Deficient Mismatch Repair (dMMR) is a genetic malfunction found in certain cancer cells that influences both the cancer’s behavior and its response to therapy. This deficiency means the cell has lost the ability to correct copying errors made during DNA replication, essentially turning off the cell’s internal “spellchecker.” Because these mistakes go unfixed, the cancer cells accumulate a vast number of genetic mutations, leading to a hypermutated state. This high mutation rate drives cancer progression but also creates a unique vulnerability that modern medicine can target.
Understanding the Mismatch Repair System
The Mismatch Repair (MMR) system is a set of proteins that function as the cell’s primary proofreading mechanism for DNA. Its job is to detect and correct small errors, such as base mismatches or tiny insertions and deletions, that occur when a cell divides and copies its genetic material. When the MMR system is working correctly, it ensures genomic stability by keeping the mutation rate low.
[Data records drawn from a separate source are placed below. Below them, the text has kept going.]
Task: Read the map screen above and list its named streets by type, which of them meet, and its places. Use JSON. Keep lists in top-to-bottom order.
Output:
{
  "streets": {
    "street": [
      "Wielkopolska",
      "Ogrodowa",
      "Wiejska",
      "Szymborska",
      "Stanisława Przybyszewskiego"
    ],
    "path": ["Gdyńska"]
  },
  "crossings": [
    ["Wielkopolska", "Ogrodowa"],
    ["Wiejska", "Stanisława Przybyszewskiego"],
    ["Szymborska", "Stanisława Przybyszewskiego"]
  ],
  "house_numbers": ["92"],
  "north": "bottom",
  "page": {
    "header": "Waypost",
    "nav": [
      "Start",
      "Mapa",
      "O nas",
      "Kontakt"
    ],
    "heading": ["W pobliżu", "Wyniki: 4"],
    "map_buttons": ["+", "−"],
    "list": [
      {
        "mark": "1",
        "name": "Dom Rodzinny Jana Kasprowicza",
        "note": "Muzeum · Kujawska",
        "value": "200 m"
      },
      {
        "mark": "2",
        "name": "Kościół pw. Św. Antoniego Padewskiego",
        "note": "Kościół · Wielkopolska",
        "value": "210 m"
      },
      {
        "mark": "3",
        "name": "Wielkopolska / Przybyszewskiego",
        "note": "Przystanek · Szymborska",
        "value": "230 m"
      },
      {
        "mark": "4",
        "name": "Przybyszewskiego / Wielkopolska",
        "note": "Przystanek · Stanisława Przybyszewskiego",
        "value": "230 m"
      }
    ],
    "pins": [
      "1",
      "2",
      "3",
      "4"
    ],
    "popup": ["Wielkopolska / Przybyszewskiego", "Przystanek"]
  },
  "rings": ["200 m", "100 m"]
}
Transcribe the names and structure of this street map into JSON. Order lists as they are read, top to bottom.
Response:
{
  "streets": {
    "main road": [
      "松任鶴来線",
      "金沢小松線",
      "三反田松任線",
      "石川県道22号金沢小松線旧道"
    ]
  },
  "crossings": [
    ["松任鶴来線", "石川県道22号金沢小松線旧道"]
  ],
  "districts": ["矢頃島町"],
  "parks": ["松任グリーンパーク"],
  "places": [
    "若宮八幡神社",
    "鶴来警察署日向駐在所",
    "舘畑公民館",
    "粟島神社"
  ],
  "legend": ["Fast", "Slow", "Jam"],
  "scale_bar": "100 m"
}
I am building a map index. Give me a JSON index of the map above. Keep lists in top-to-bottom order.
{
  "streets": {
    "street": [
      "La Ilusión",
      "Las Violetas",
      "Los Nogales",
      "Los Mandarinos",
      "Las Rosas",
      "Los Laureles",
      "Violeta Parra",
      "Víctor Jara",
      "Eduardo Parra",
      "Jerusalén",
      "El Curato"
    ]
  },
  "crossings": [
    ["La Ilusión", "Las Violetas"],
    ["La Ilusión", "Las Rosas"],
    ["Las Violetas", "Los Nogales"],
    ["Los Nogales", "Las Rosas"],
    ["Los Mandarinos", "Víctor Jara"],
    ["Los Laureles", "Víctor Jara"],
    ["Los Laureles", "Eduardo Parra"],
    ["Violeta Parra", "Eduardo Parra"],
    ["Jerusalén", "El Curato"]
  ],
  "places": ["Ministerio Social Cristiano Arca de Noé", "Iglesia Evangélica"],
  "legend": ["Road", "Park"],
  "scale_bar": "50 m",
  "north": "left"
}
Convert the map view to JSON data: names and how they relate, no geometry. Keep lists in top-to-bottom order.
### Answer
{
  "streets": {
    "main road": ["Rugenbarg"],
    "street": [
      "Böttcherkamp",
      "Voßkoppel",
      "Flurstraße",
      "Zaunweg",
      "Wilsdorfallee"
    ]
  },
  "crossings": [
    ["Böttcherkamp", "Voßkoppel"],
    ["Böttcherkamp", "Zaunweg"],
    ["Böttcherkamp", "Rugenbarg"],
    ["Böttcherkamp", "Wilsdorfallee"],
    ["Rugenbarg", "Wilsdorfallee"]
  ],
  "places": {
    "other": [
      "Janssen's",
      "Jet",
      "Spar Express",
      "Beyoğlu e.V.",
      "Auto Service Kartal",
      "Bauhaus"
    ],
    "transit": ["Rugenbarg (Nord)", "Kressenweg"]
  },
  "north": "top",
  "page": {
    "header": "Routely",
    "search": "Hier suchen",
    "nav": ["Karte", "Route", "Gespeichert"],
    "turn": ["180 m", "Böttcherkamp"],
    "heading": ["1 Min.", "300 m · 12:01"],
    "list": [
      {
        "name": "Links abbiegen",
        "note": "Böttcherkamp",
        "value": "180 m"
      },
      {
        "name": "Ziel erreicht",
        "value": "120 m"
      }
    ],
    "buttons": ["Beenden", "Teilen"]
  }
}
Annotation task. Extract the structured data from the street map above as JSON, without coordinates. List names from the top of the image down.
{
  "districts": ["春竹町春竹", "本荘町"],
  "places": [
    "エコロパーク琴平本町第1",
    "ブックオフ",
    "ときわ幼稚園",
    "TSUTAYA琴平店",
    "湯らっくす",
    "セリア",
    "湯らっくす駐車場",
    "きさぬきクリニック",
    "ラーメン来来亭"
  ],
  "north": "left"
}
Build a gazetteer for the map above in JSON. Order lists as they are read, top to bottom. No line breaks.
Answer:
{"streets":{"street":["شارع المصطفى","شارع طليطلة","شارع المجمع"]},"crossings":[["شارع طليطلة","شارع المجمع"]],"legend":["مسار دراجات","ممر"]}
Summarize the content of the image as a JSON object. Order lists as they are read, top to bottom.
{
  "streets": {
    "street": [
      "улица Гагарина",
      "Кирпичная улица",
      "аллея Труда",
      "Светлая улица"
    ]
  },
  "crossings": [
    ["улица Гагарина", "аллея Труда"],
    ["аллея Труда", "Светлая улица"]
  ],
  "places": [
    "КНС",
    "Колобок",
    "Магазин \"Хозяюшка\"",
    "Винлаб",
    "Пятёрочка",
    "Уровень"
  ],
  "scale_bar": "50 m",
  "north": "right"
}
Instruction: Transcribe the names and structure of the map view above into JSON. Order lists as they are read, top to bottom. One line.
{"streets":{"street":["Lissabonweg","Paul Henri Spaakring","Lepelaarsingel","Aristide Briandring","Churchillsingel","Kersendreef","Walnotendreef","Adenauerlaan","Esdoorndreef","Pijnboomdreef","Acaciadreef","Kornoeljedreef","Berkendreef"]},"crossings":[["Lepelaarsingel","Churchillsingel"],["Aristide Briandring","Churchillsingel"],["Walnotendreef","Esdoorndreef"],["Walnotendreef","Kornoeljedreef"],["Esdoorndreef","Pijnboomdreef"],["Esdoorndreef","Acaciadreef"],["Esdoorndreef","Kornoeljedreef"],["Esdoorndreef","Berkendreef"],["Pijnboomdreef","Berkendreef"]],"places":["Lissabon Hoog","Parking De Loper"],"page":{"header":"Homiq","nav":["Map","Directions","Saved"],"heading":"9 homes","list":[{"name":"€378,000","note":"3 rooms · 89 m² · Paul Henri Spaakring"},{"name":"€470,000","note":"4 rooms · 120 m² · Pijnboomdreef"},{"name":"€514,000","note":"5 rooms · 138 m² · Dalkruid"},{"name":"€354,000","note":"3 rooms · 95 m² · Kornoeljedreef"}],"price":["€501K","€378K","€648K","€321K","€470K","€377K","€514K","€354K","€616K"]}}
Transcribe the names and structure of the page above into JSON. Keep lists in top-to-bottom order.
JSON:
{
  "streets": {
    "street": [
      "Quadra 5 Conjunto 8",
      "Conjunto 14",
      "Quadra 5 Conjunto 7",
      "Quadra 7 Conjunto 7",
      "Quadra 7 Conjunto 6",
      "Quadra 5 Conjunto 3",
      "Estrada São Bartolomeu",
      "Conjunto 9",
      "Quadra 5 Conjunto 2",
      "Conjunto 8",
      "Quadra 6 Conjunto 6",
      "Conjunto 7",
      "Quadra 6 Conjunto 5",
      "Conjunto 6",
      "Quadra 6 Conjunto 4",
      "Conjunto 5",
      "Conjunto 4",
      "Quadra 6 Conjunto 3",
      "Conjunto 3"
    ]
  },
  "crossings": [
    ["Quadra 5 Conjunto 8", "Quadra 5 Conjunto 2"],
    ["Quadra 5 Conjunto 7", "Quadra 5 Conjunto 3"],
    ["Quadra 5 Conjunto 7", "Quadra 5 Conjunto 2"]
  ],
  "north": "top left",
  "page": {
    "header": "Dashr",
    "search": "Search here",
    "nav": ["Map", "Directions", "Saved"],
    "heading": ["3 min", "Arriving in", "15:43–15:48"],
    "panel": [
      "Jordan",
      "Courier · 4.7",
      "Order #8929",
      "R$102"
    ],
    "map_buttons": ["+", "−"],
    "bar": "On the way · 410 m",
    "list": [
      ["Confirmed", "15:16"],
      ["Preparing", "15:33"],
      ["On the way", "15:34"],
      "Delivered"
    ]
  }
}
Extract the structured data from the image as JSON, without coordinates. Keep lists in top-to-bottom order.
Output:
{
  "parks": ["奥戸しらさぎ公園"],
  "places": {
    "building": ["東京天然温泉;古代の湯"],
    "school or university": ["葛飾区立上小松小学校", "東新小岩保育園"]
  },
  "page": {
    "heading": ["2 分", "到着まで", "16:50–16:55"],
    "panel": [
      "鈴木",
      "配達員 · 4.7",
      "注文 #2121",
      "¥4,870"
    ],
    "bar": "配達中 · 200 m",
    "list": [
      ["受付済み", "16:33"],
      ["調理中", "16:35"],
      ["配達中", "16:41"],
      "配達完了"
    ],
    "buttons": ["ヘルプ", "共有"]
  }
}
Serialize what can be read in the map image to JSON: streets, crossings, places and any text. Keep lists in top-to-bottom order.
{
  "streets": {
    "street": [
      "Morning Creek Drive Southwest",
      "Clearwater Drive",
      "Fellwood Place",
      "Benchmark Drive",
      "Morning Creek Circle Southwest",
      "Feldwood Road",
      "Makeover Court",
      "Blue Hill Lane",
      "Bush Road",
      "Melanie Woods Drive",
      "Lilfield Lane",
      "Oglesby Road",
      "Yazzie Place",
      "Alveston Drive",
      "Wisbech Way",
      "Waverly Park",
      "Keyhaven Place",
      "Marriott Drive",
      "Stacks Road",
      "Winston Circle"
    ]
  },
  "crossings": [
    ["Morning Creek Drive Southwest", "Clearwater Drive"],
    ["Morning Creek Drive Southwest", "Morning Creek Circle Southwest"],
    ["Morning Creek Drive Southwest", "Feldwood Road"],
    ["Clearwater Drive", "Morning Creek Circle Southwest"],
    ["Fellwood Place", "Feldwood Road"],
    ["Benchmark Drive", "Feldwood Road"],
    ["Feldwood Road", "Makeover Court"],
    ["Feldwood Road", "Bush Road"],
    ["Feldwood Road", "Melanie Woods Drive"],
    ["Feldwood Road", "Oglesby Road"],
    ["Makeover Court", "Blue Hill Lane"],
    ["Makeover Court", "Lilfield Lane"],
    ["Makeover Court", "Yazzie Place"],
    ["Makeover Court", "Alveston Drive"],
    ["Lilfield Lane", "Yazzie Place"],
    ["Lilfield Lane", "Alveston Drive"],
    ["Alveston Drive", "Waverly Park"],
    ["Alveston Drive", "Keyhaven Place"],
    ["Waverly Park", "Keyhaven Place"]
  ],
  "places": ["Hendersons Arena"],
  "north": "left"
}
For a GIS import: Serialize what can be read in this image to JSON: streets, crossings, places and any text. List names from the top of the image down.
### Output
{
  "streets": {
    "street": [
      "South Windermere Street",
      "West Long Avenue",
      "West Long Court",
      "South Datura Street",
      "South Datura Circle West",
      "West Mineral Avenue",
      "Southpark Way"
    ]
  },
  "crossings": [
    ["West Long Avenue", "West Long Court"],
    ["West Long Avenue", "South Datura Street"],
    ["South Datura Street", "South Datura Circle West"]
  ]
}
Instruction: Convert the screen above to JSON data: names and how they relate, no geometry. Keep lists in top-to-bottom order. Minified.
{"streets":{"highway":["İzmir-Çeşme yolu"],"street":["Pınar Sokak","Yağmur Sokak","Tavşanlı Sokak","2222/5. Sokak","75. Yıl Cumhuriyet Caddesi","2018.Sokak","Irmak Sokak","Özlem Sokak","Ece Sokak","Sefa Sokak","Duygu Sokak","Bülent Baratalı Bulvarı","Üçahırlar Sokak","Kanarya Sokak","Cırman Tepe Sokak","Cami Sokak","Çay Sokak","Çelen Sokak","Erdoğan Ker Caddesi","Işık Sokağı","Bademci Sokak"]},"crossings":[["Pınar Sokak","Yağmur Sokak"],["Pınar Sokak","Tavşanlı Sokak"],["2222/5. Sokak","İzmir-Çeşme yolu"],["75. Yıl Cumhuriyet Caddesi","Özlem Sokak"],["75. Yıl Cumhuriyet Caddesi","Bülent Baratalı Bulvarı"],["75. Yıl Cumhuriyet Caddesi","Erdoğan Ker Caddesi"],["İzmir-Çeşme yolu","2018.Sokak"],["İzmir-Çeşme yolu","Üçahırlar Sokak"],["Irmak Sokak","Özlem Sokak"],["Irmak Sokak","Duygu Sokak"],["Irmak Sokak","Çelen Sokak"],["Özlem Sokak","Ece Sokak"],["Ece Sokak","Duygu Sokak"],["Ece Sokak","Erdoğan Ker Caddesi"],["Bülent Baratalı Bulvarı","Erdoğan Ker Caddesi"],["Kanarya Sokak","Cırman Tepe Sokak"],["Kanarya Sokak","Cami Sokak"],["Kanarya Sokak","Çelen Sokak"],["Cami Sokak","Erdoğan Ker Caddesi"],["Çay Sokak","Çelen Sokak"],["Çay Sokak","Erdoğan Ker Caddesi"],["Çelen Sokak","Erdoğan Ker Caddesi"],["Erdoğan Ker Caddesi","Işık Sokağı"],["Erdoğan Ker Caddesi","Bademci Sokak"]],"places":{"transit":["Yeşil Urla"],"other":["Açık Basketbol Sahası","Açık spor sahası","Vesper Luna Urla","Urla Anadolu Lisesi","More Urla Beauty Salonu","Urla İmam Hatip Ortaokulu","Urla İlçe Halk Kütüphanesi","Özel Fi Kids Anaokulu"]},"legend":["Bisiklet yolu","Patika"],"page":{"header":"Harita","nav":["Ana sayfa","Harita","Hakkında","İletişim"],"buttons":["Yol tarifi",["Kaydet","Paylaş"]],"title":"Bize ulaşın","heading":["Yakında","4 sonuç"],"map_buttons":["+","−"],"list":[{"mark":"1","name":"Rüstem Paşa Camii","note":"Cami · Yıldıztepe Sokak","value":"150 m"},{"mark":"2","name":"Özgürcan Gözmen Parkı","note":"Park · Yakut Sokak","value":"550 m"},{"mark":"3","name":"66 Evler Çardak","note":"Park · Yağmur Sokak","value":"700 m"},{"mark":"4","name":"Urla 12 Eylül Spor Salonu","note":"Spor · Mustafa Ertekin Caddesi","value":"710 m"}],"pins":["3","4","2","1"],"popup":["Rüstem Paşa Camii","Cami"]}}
When one or more of the core MMR proteins (MLH1, MSH2, MSH6, or PMS2) become dysfunctional or absent, the system fails, leading to the deficient MMR (dMMR) status. This failure allows replication errors to accumulate rapidly in specific areas of the DNA called microsatellites. The resulting changes in the length of these repetitive sequences is known as high microsatellite instability (MSI-H), which is the molecular hallmark of dMMR tumors.
How dMMR Status is Determined
Determining a tumor’s dMMR status is a standard step in cancer diagnosis and involves two primary testing methods. The first is Immunohistochemistry (IHC), which uses antibodies to check for the presence or absence of the four main MMR proteins (MLH1, MSH2, MSH6, and PMS2) in a tumor tissue sample. The loss of nuclear expression of even one of these proteins indicates a dMMR tumor.
The second method is molecular testing, which directly assesses the resulting genomic instability, known as Microsatellite Instability (MSI). This is typically done using Polymerase Chain Reaction (PCR) or Next-Generation Sequencing (NGS) to compare the length of microsatellite markers in the tumor DNA versus normal DNA. If a high percentage of these markers show alterations in length, the tumor is classified as MSI-High (MSI-H), which is functionally equivalent to dMMR. The specific pattern of protein loss identified by IHC can also provide clues about a potential hereditary link.
Cancers Associated with Mismatch Repair Deficiency
While dMMR can occur in many types of solid tumors, it is most frequently observed in cancers of the digestive and reproductive systems. Approximately 15% of colorectal cancers (CRC) and up to 30% of endometrial cancers are classified as dMMR/MSI-H. It is also found in a significant proportion of gastric (stomach) cancers, often around 15% to 20%.
Testing for dMMR status is routinely recommended for all newly diagnosed colorectal and endometrial cancers due to its prevalence and treatment implications. dMMR is also found less frequently in cancers of the small bowel, ovary, and certain types of urothelial cancers.
Treatment Implications for dMMR Tumors
The dMMR status is a primary biomarker in oncology because it strongly predicts a unique, positive response to a specific class of drugs. The hypermutated state of dMMR tumors results in a high Tumor Mutational Burden (TMB), which leads to the creation of many abnormal proteins, called neoantigens, that the immune system recognizes as foreign.
These cancer cells are highly visible to the body’s immune cells, making dMMR tumors particularly susceptible to immune checkpoint inhibitor (ICI) therapy. ICIs, such as PD-1 inhibitors like pembrolizumab, function by releasing the brakes on the immune system, allowing T-cells to aggressively attack the cancer cells. This therapeutic approach has demonstrated success in dMMR cancers, with significantly higher response rates than in tumors without this deficiency.
In contrast, dMMR colorectal tumors often show a poor response to traditional chemotherapy agents. The effectiveness of immunotherapy led the U.S. Food and Drug Administration (FDA) to grant a tissue-agnostic approval for certain checkpoint inhibitors. This means the drug can be used for any unresectable or metastatic solid tumor that is found to be dMMR or MSI-H, regardless of where the cancer originated in the body.
The Hereditary Link: Lynch Syndrome
The discovery of a dMMR tumor suggests the potential presence of an underlying inherited condition called Lynch Syndrome. Lynch Syndrome is caused by a germline (inherited) mutation in one of the MMR genes, such as MLH1 or MSH2. This syndrome is responsible for a significant fraction of dMMR cancers, including a quarter of all dMMR colon cancers.
Identifying Lynch Syndrome is important because it means the patient has a high lifetime risk for multiple cancers, including colorectal, endometrial, ovarian, and gastric cancers. Patients with a dMMR tumor are typically referred for genetic counseling and germline testing to confirm or rule out the syndrome. Confirmation of Lynch Syndrome has profound implications for the patient’s medical management, leading to intensified cancer screening protocols, such as more frequent colonoscopies. It also necessitates genetic testing and counseling for their family members.